**INSTRUCTIONS TO FOLLOW**
Return each line of the data below unchanged, please.

**DATASET EXCERPT**

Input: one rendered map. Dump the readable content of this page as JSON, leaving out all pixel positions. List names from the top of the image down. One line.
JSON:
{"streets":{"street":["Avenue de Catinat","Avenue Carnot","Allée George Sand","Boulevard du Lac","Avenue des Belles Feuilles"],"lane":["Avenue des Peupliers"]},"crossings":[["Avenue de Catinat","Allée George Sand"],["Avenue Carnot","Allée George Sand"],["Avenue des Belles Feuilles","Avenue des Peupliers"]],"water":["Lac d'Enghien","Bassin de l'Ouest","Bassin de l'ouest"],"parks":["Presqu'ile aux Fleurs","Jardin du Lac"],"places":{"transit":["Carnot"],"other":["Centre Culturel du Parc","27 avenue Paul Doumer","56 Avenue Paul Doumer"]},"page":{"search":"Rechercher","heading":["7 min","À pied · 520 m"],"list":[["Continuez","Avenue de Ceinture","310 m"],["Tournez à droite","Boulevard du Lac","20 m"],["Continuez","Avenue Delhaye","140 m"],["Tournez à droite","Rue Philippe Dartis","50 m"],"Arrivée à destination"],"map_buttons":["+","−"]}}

**ANSWER BELOW**
Input: one rendered map. Dump the readable content of this page as JSON, leaving out all pixel positions. List names from the top of the image down. One line.
JSON:
{"streets":{"street":["Avenue de Catinat","Avenue Carnot","Allée George Sand","Boulevard du Lac","Avenue des Belles Feuilles"],"lane":["Avenue des Peupliers"]},"crossings":[["Avenue de Catinat","Allée George Sand"],["Avenue Carnot","Allée George Sand"],["Avenue des Belles Feuilles","Avenue des Peupliers"]],"water":["Lac d'Enghien","Bassin de l'Ouest","Bassin de l'ouest"],"parks":["Presqu'ile aux Fleurs","Jardin du Lac"],"places":{"transit":["Carnot"],"other":["Centre Culturel du Parc","27 avenue Paul Doumer","56 Avenue Paul Doumer"]},"page":{"search":"Rechercher","heading":["7 min","À pied · 520 m"],"list":[["Continuez","Avenue de Ceinture","310 m"],["Tournez à droite","Boulevard du Lac","20 m"],["Continuez","Avenue Delhaye","140 m"],["Tournez à droite","Rue Philippe Dartis","50 m"],"Arrivée à destination"],"map_buttons":["+","−"]}}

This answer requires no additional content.